I cannot believe it is the last Tuesday of October. When I was a kid, it seemed like time moved so slowly. I waited forever for summer break to arrive, I waited forever to get my driver’s license and I waited forever to get my ears pierced. Now that I’m older, it seems time flies much too quickly – didn’t we just celebrate the Fourth of July?
Ah, well, what better way to send off the month than with these parting tidbits….
Mark your calendars: On Nov. 8 you will have a unique opportunity to listen and learn from people who make it their business to help you with your career. The event, “A Brand You World Global Telesummit” will bring together speakers from 24 separate seminars that will focus on helping you manage your own career. The day-long seminar, in celebration of Tom Peters’ article on personal branding published in Fast Company 10 years ago, will be free and feature experts from the United States, France, Italy and Portugal. All you have to do is register for the event, and recordings will be available for those who can’t make it that day.
I’ll be part of the group discussing why employers appreciate those employees who understand and promote their personal brand, and how a personal brand can help you achieve success on the job. I’m scheduled to be the lead-off person at 10 a.m. EST, so I hope you find time to listen.
Check out the other speakers and remember that you’re basically being offered a chance to help your career and learn a thing or two from some well-regarded and highly-successful people that are willing to share what they know with you. I know that I still have a lot left to learn and after my session is done I plan to sit back and be a part of the audience.
In case you were wondering: Nobody likes conflict at work, but a new study shows that Americans are a lot more optimistic than East Asians about the chances of successfully resolving disputes on the job. And they're a lot more willing to join work teams that have a high potential for inter-personal conflict.
“Americans were more likely to join a talented team with a high potential for relationship conflicts," said Jeffrey Sanchez-Burke, a University of Michigan researcher. "East Asians avoid joining these kinds of groups – for them, the potential for turmoil trumps technical talent.”
The findings strengthen previous research showing that Americans tend to view the personal dimension as less important in work settings than East Asians do, the researchers said.

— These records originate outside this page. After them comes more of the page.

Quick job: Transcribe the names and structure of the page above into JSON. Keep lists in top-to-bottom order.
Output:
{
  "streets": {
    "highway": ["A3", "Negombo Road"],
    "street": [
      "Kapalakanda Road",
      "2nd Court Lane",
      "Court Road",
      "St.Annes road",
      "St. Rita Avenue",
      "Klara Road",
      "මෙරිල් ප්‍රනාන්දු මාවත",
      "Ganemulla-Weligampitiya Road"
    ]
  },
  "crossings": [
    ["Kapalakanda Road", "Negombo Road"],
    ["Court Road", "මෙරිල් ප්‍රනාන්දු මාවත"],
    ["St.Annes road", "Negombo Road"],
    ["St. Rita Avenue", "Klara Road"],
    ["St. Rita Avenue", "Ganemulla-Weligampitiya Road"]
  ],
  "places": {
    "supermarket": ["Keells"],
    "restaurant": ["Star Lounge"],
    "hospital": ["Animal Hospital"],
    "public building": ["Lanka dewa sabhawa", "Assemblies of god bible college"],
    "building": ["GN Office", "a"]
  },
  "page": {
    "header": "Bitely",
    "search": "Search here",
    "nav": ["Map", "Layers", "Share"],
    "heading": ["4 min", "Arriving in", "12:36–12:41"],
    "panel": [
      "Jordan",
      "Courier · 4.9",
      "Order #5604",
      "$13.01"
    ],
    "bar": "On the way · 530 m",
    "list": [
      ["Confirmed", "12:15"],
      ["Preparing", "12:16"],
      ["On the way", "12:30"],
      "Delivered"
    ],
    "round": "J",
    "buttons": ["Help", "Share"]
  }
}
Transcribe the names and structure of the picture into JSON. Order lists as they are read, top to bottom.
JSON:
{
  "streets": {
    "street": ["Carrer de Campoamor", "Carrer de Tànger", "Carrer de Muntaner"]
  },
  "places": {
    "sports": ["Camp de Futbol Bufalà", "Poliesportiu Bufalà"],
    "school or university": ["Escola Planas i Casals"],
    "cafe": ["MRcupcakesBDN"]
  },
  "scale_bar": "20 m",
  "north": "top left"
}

This attitude is part of what Sanchez-Burks has termed “Protestant Relationship Ideology,” a tendency among Americans to approach getting the job done by playing down the social-emotional and relationship aspects of the work process.
Eddie Munster, anyone? “While some people can't resist the prospect of wearing a costume on Halloween while performing daily work tasks, others would rather dress for business as usual,” reports the Wall Street Journal. “And even though the young-at-heart employee might see it as the perfect time to express creativity through an elaborate get-up, it's best to fully consider whether the witty garb is innocuous enough to make every co-worker smile or if some might deem it offensive.
According to the National Retail Federation, 33.8% of adults plan to dress in costume for Halloween this year. And there's a good chance many of them will be dressing up in the office: A CareerBuilder.com survey in 2005 found that almost one-third of workers planned to wear a costume to work that year.
This year's popular choices for adult costumes include traditional Halloween favorites such as witches, pirates, vampires, cats and princesses, according to the federation. Also high on the list: characters from ‘Star Wars,’ doctors and athletes.”